Nurses likewise step into the most devastating situations and are called upon to offer compassion, understanding and medicine. The good word may be, “I see you hurting, and I pledge to be with you for the next 12 hours.” Or it might be, “Today we are going to try this new medicine, and it may help your pain.”

Besides a word of hope and comfort, Jesus offers us the chance to repent of the habits and tendencies that have left us feeling sick and stuck.

In the same way, nurses want to see their patients transition to healthier lives; that means challenging them and teaching them to take on new ways of doing things.

2. Jesus is nurse as he allows himself to be “polluted” by the uncleanness and messiness of those who were considered “unclean” and hence far away from God in his day.

This was perhaps one of the most provocative and scandalous ways that Jesus carried himself.

While we do not share the same beliefs about spiritual “uncleanness” spreading through physical contact today, we do place a large value on cleanliness, privacy and personal autonomy.

Nurses place all of this on the shelf as they step in to care for individuals who are oozing bodily secretions and emitting smells beyond description.

They believe that a patient’s need for healing is more important than their need to remain untouched and clean.

3. Jesus is nurse in the way he affirms the dignity of the most broken bodies and his tenderness toward those who feel as though they are “wasting away.”

Nurses in the same way care for the most broken among us. Their patients may have skin that is so thin that it breaks every time its touched, fluid that builds up in odd places of the body, bizarre manifestations of psychosis and so many other dynamics that require the greatest measure of selflessness and integrity to care for them in a way that treats them with dignity.
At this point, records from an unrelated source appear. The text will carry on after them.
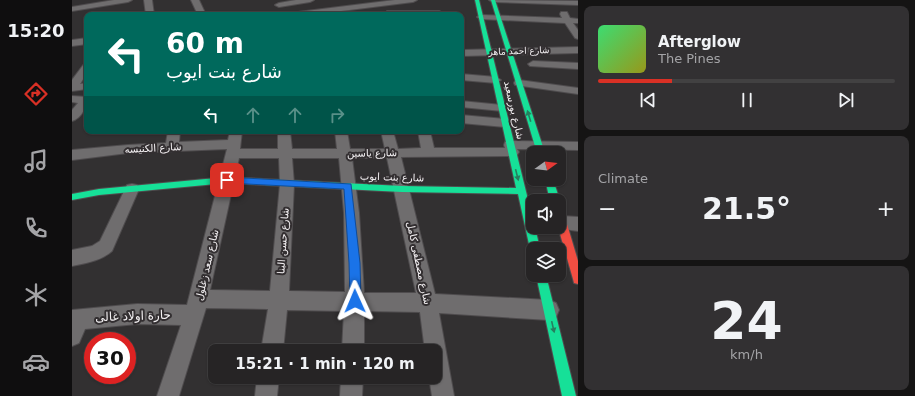 <!DOCTYPE html>
<meta charset="utf-8">
<style>
:root{--surface:#262425;--page:#323032;--text:#f1f3f6;--muted:#a4a4a7;--line:#424142;--accent:#d93025}
body{margin:0;font-family:"DejaVu Sans",Cairo,sans-serif;background:var(--page);color:var(--text);height:100vh;display:flex;flex-direction:column;font-size:15px;white-space:nowrap}
*{box-sizing:border-box;margin:0}
p{font-size:13px;color:var(--muted)}
.icon{flex:none;width:22px;height:22px;fill:none;stroke:currentColor;stroke-width:2;stroke-linecap:round;stroke-linejoin:round}
.map{position:relative;flex:1;overflow:hidden}
.details{display:flex;flex-direction:column;gap:6px;padding:6px;background:#151414;width:337px}
.details>*{flex:none}
.guide{position:absolute;left:12px;top:12px;width:380px;height:122px;border-radius:8px;box-shadow:0 1px 3px #0004,0 0 0 1px var(--line);background:#00695c;color:#fff;overflow:hidden}
.needle{width:26px;rotate:75deg}
.buttons{position:absolute;left:454px;top:146px;display:grid;gap:8px}
.buttons a{display:grid;place-items:center;width:40px;height:40px;border-radius:8px;background:var(--surface);box-shadow:0 1px 3px #0004,0 0 0 1px var(--line);font-size:20px}
.speed{position:absolute;left:12px;top:332px;display:flex;gap:8px;font-size:20px;font-weight:700;text-align:center}
.speed>*{display:grid;place-content:center;width:52px;height:52px;border-radius:50%;background:var(--surface);box-shadow:0 1px 3px #0004,0 0 0 1px var(--line);line-height:1}
.speed .limit{border:6px solid #d22;background:#fff;color:#111}
.pin{position:absolute;display:grid;place-items:center;width:34px;height:34px;color:#fff;margin:-17px;border-radius:8px;box-shadow:0 2px 6px #0006}
.me{position:absolute;width:44px;margin:-22px;rotate:359deg;stroke-linejoin:round;filter:drop-shadow(0 0 3px #0008)}
.turn{display:flex;align-items:center;gap:14px;height:84px;padding:0 16px;font-size:18px}
.turn .icon{width:52px;height:52px;stroke-width:2.5}
.turn b{display:block;font-size:28px;line-height:34px}
.lanes{display:flex;align-items:center;height:38px;padding:0 16px;background:#0003;justify-content:center;gap:20px;direction:ltr}
.lanes .off{opacity:.35}
.big{font-size:30px;font-weight:800;line-height:1.1}
.details .card{flex:1;display:flex;flex-direction:column;justify-content:center;gap:6px;min-width:0;padding:0 14px;border-radius:8px;background:var(--page)}
.details .dial{align-items:center;gap:0}
.dial b{font-size:52px;line-height:1}
.song{display:flex;align-items:center;gap:12px}
.cover{width:48px;height:48px;border-radius:6px;background:linear-gradient(135deg,hsl(140 70% 55%),hsl(60 70% 35%))}
.played{height:4px;border-radius:2px;background:linear-gradient(90deg,var(--accent) 25%,var(--line) 25%)}
.keys{display:flex;justify-content:space-around;direction:ltr}
.heat{display:flex;justify-content:space-between;align-items:center;font-size:22px;direction:ltr}
.trip{position:absolute;left:136px;top:344px;width:234px;height:40px;border-radius:8px;background:var(--surface);box-shadow:0 1px 3px #0004,0 0 0 1px var(--line);font-weight:800;line-height:40px;text-align:center}
main{display:flex;flex:1;min-height:0}
.tab-bar{display:flex;flex-direction:column;width:72px;justify-content:space-around;align-items:center;background:#0f0e0f;color:var(--muted)}
.tab-bar .icon{width:28px;height:28px}
.tab-bar .on{color:var(--accent)}
.tab-bar b{font-size:18px;color:var(--text)}
.map>svg:first-child{display:block}
.lines{fill:none;stroke-linecap:round;stroke-linejoin:round}
.street-casing{stroke:#4f4c4e;stroke-width:2}
.fast-casing{stroke:#4f4c4e;stroke-width:2}
.jam-casing{stroke:#4f4c4e;stroke-width:2}
.street{fill:#6f6d6e;fill-rule:evenodd}
.fast{fill:#16e098;fill-rule:evenodd}
.jam{fill:#f24e42;fill-rule:evenodd}
.oneway{fill:#267f5f}
.route{fill:#1a73e8;stroke:#114b97}
.labels{text-anchor:middle;dominant-baseline:central;stroke-width:4;stroke-linejoin:round;paint-order:stroke}
.far-street-label{font-size:9px;fill:#f5f2f4;stroke:#332f31}
.street-label{font-size:10px;fill:#f5f2f4;stroke:#332f31}
.near-street-label{font-size:12px;fill:#f5f2f4;stroke:#332f31}
</style>
<main>
<nav class="tab-bar">
<b>15:20</b>
<svg class="icon on" aria-label="directions" viewBox="0 0 24 24"><path d="M12 3l9 9-9 9-9-9zM9 14v-3h6M13 9l2 2-2 2"/></svg>
<svg class="icon" aria-label="music" viewBox="0 0 24 24"><path d="M9 18V5l10-2v13"/><circle cx="6" cy="18" r="3"/><circle cx="16" cy="16" r="3"/></svg>
<svg class="icon" aria-label="phone" viewBox="0 0 24 24"><path d="M5 4h4l2 5-3 2q2 4 5 5l2-3 5 2v4C11 20 4 13 5 4z"/></svg>
<svg class="icon" aria-label="climate" viewBox="0 0 24 24"><path d="M12 3v18M4 7l16 10M4 17L20 7"/></svg>
<svg class="icon" aria-label="car" viewBox="0 0 24 24"><path d="M5 17H2v-5l4-1 3-4h7l3 4 3 1v5h-3M9 17h6M6 11h13"/><circle cx="7" cy="17" r="2"/><circle cx="17" cy="17" r="2"/></svg>
</nav>
<div class="map">
<svg width="506" height="396" viewBox="0 0 506 396">
<rect width="100%" height="100%" fill="#323031"/>
<g class="lines">
<g class="street-casing">
<path id="street" d="M42 0H60L56 2 0 11V7Z
M72 0H80L82 15H74Z
M119 0H127L134 15H126Z
M224 0H242L238 2 207 7 203 5 207 3Z
M323 0H345L341 2 237 15H214L218 13Z
M417 0 506 1V5L421 2Z
M315 11H367L371 13 368 15H317L314 13Z
M489 12H495L498 18 506 19V23H501L506 30V39L503 38 493 23 409 19 405 17 409 15 490 18 488 14Z
M15 38V44L0 46V40Z
M506 47V53L389 56V50Z
M461 61 506 63V69L458 66 456 64Z
M15 63V73L8 84 15 83V89L0 91V80L12 64Z
M389 74 424 77 429 80 424 83 389 80Z
M447 80 506 88V94L443 85 442 83 443 81Z
M0 96 15 97C15 106 10 118 0 121V110L6 103 0 102Z
M389 101 430 105 434 106 436 108 434 110 430 111 389 107Z
M389 115 433 119 437 120 439 123 437 126 433 127 389 123Z
M96 131H108L107 142 156 140 158 131H170L168 149H206V131H218L220 149H265L263 131H275L278 149H313L309 131H321L326 149 349 148 346 131H358L362 148H433L432 145 433 142 438 141 506 142V150L445 149 447 152 445 155 440 156 329 157 363 294 477 300 484 303 487 310 484 317 477 320 367 313 382 396H360L357 377H363V351H353L348 312 292 311V351H270L272 311 215 310 211 351H189L196 309 134 308 107 396H85L109 325 65 324 13 329 7 343 0 346V310L65 304 115 305 155 149 56 153 0 160V150L56 145 94 143ZM167 158H207L208 184 198 291 138 290ZM220 158H267L272 213 273 292 217 291 222 184ZM280 158H315L344 293H292L287 213Z
M60 184 65 185 67 189 40 251C29 261 14 263 0 266V250L20 246 28 241 55 185Z
M490 216 506 217V231L484 228 487 227V217Z
M185 377H207L205 396H183Z
M269 377H291L290 396H268Z"/>
</g>
<g class="fast-casing">
<path id="fast" d="M403 0H407L461 220V227H463L468 249H461V253L458 249 446 194 330 192 155 183 27 195 0 200V194L27 189 155 177 330 186 444 188Z
M419 0H423L473 153H465Z
M473 179H481L488 201 487 202 478 201Z
M464 275H474L504 396H490Z"/>
</g>
<g class="jam-casing">
<path id="jam" d="M487 210 490 211 492 214 506 261V284L502 283 501 279 486 227Z"/>
</g>
<use href="#street" class="street"/>
<use href="#fast" class="fast"/>
<use href="#jam" class="jam"/>
</g>
<defs><path id="oneway-solid" d="M-6-.8H1V-3.2L6.5 0L1 3.2V.8H-6Z"/></defs>
<g class="oneway">
<use href="#oneway-solid" transform="translate(457 116) rotate(-107)"/>
<use href="#oneway-solid" transform="translate(445 175) rotate(76)"/>
<use href="#oneway-solid" transform="translate(481 327) rotate(77)"/>
</g>
<path class="route" d="M155 177 279 184 288 263 289 301 287 305 283 306 279 305 278 301 277 263 272 189 155 183 150 180Z"/>
<g class="labels">
<g class="far-street-label">
<text transform="translate(447 51) rotate(-2)">شارع احمد ماهر</text>
</g>
<g class="street-label">
<text transform="translate(442 110) rotate(77)">شارع بورسعيد</text>
<text transform="translate(81 148) rotate(-3)">شارع الكنيسه</text>
<text transform="translate(300 153) rotate(-1)">شارع ياسين</text>
<text transform="translate(320 177) rotate(2)">شارع بنت ايوب</text>
<text transform="translate(211 241) rotate(-86)">شارع حسن البنا</text>
<text transform="translate(347 263) rotate(78)">شارع مصطفى كامل</text>
<text transform="translate(135 265) rotate(-77)">شارع سعد زغلول</text>
</g>
<g class="near-street-label">
<text transform="translate(61 316) rotate(-2)">حارة اولاد غالى</text>
</g>
</g>
</svg>
<div class="buttons">
<a><svg class="needle" viewBox="-14 -14 28 28"><path d="M0-13l5 13h-10z" fill="#e53935"/><path d="M0 13l5-13h-10z" fill="#a4a4a7"/></svg></a>
<a><svg class="icon" aria-label="sound" viewBox="0 0 24 24"><path d="M4 9h4l5-4v14l-5-4H4zM17 9q2 3 0 6"/></svg></a>
<a><svg class="icon" aria-label="layers" viewBox="0 0 24 24"><path d="M12 4l9 5-9 5-9-5zM3 14l9 5 9-5"/></svg></a>
</div>
<div class="speed"><div class="limit">30</div></div>
<div class="pin" style="left:155px;top:180px;background:#d93025"><svg class="icon" aria-label="arrive" viewBox="0 0 24 24"><path d="M6 21V4h12l-3 4 3 4H6"/></svg></div>
<svg class="me" style="left:283px;top:301px" viewBox="-20 -20 40 40"><path d="M0-17L14 15 0 8-14 15z" fill="#1a73e8" stroke="#fff" stroke-width="4"/></svg>
<div class="trip">15:21 · 1 min · 120 m</div>
<div class="guide">
<div class="turn"><svg class="icon" aria-label="left" viewBox="0 0 24 24"><path d="M17 20v-9H6M10 6l-5 5 5 5"/></svg><div><b>60 m</b>شارع بنت ايوب</div></div>
<div class="lanes"><svg class="icon" aria-label="left" viewBox="0 0 24 24"><path d="M17 20v-9H6M10 6l-5 5 5 5"/></svg><svg class="icon off" aria-label="ahead" viewBox="0 0 24 24"><path d="M12 20V5M6 11l6-6 6 6"/></svg><svg class="icon off" aria-label="ahead" viewBox="0 0 24 24"><path d="M12 20V5M6 11l6-6 6 6"/></svg><svg class="icon off" aria-label="right" viewBox="0 0 24 24"><path d="M7 20v-9h11M14 6l5 5-5 5"/></svg></div>
</div>
</div>
<section class="details">
<div class="card">
<div class="song"><i class="cover"></i><div><b>Afterglow</b><p>The Pines</p></div></div>
<div class="played"></div>
<div class="keys"><svg class="icon" aria-label="previous" viewBox="0 0 24 24"><path d="M18 5L8 12l10 7zM5 5v14"/></svg><svg class="icon" aria-label="pause" viewBox="0 0 24 24"><path d="M8 5v14M16 5v14"/></svg><svg class="icon" aria-label="next" viewBox="0 0 24 24"><path d="M6 5l10 7-10 7zM19 5v14"/></svg></div>
</div>
<div class="card"><p>Climate</p>
<div class="heat"><a>−</a><b class="big">21.5°</b><a>+</a></div>
</div>
<div class="card dial"><b>24</b><p>km/h</p></div>
</section>
</main>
4. Jesus is nurse in the way he advocates for his people by speaking as one with authority to the condemning authorities of the day.

Nurses often occupy similar spaces as they stand between doctors, administrators, dysfunctional families and other parties that need to be buffeted at times by an advocate who isn’t afraid of confrontation.
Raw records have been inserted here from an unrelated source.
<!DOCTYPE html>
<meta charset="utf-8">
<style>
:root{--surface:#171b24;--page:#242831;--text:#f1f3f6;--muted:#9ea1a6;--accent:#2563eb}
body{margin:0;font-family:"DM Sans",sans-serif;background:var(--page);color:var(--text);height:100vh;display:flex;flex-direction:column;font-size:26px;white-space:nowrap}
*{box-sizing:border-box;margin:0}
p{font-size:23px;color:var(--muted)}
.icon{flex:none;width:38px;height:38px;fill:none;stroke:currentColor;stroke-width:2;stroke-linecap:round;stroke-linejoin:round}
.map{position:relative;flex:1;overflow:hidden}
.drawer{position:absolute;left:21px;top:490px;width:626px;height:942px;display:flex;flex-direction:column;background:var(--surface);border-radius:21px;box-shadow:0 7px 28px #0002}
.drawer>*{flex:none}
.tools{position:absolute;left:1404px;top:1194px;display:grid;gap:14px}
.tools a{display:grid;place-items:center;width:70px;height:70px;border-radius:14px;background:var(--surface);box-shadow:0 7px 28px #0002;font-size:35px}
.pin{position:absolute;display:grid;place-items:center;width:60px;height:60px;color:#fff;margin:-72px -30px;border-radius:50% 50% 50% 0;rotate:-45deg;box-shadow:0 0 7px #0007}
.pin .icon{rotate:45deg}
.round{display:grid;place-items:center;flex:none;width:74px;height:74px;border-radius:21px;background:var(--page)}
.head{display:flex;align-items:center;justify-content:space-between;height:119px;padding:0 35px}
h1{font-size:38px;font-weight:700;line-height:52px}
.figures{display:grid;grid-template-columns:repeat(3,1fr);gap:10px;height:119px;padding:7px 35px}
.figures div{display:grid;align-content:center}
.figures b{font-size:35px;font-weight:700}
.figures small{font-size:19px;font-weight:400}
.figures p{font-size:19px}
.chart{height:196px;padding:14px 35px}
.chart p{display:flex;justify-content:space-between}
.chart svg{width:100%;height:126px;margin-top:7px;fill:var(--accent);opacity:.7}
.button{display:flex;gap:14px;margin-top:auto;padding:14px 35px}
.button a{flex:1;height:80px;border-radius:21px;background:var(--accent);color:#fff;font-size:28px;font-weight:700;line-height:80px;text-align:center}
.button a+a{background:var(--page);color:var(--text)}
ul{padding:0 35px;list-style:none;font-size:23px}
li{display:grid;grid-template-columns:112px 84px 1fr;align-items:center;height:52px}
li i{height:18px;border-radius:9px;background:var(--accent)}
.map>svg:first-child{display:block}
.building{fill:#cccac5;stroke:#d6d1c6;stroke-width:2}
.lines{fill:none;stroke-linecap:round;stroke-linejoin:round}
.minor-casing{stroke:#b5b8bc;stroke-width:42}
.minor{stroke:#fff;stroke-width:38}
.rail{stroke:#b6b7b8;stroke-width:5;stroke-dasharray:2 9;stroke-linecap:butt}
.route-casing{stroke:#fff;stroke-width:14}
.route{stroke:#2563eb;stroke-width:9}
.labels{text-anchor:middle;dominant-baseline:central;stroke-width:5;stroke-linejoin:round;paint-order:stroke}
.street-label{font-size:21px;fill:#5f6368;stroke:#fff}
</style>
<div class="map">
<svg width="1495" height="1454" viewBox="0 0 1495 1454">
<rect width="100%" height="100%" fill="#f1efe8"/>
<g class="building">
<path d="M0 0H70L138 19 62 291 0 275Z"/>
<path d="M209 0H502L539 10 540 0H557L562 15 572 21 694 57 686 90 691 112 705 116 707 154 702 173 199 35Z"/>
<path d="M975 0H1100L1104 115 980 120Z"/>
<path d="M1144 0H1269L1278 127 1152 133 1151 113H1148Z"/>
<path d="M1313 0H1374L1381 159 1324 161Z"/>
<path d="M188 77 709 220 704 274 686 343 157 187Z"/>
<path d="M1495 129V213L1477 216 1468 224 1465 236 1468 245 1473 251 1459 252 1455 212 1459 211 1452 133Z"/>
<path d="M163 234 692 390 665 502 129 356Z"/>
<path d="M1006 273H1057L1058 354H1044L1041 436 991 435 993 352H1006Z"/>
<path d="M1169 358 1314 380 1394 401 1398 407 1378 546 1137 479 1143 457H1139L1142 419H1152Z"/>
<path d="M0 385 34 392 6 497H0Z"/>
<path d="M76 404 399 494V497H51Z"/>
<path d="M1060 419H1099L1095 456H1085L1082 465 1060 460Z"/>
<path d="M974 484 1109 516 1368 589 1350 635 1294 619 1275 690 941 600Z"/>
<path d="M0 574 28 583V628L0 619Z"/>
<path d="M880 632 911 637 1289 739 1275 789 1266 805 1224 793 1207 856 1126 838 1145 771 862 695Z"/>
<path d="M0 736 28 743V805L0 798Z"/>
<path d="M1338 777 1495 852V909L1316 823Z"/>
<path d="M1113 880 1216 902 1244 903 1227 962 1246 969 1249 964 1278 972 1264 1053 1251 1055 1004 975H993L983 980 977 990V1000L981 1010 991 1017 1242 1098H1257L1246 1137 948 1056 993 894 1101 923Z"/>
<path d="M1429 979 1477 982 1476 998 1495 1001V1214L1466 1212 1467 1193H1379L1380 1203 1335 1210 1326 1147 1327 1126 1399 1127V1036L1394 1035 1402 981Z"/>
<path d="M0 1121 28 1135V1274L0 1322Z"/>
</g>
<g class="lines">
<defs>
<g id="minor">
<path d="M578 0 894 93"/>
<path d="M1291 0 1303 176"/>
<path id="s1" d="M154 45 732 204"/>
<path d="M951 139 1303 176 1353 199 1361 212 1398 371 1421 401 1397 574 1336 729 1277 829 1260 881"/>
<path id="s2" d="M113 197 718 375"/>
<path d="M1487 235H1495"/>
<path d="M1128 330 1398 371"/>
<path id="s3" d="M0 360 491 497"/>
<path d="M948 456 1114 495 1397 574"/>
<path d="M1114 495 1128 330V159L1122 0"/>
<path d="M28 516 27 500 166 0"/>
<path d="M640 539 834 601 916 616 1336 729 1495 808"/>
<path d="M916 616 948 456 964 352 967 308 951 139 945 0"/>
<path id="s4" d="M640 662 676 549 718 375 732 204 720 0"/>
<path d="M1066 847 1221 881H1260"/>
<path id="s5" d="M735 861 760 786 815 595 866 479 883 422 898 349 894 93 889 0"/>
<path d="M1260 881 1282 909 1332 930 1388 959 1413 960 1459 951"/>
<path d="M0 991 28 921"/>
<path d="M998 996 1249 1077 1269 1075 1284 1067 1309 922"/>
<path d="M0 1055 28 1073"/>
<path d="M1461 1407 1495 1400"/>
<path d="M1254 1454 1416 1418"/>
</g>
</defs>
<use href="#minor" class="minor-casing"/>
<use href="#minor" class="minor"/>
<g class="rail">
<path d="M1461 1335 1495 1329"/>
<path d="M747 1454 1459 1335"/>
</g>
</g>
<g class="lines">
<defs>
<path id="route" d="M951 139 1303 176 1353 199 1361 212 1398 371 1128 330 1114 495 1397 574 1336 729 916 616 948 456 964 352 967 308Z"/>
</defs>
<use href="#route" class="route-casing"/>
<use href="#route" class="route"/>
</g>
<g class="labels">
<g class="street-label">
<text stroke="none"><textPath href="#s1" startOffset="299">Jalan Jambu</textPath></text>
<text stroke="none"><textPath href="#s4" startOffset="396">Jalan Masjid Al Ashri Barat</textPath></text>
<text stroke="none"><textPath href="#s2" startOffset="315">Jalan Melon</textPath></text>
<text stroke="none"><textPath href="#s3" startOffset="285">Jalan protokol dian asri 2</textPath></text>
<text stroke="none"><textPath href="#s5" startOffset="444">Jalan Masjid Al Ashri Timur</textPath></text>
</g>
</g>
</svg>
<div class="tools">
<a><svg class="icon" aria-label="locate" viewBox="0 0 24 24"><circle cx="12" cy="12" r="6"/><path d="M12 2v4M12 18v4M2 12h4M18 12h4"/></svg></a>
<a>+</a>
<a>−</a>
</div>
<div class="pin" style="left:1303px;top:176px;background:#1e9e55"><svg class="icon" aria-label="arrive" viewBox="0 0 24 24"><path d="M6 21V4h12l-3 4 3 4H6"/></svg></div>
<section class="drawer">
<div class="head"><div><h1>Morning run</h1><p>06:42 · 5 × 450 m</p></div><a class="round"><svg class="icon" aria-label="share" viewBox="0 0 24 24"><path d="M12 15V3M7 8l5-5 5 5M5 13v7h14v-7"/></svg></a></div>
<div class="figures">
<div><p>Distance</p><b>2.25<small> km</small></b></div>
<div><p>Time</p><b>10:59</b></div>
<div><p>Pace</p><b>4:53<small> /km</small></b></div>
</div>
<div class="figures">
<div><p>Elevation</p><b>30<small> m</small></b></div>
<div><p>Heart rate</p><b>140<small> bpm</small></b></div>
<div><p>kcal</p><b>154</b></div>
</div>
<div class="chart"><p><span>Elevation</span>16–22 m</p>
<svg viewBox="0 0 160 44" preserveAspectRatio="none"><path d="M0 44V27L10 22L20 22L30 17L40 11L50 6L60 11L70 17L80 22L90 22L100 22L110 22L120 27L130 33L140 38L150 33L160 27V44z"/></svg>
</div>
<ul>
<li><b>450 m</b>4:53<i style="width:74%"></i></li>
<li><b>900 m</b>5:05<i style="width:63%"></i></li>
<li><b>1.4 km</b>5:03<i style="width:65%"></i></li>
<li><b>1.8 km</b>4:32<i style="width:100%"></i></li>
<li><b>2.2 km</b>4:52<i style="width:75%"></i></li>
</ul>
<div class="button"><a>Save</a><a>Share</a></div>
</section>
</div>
Sometimes nurses are the one figure who can see the many dynamics in a patient’s life because they are with the patient for such an extended period of time and therefore can speak often in a way that takes many factors into account.

5. Jesus is nurse in the way he comforts us with his word of mercy and his presence in the dark nights of the soul and in the hours of silent loneliness.

He promised that he would never leave us or forsake us, and he promises to keep watch with us through the long nights of turmoil and strife.

Nurses likewise offer one of the most effective medicines known to humans – their presence – at times when that is the only but also the most needed thing.

Hospitals are some of the loneliest places on the planet, but nurses show up to stand and sit with patients and their loved ones.

Thanks be to the nurses and their profession and the ways in which they show us more fully the work of our Savior and Lord.

Brian Warfield is an ordained Baptist minister and staff chaplain at Integris Baptist Medical Center in Oklahoma City.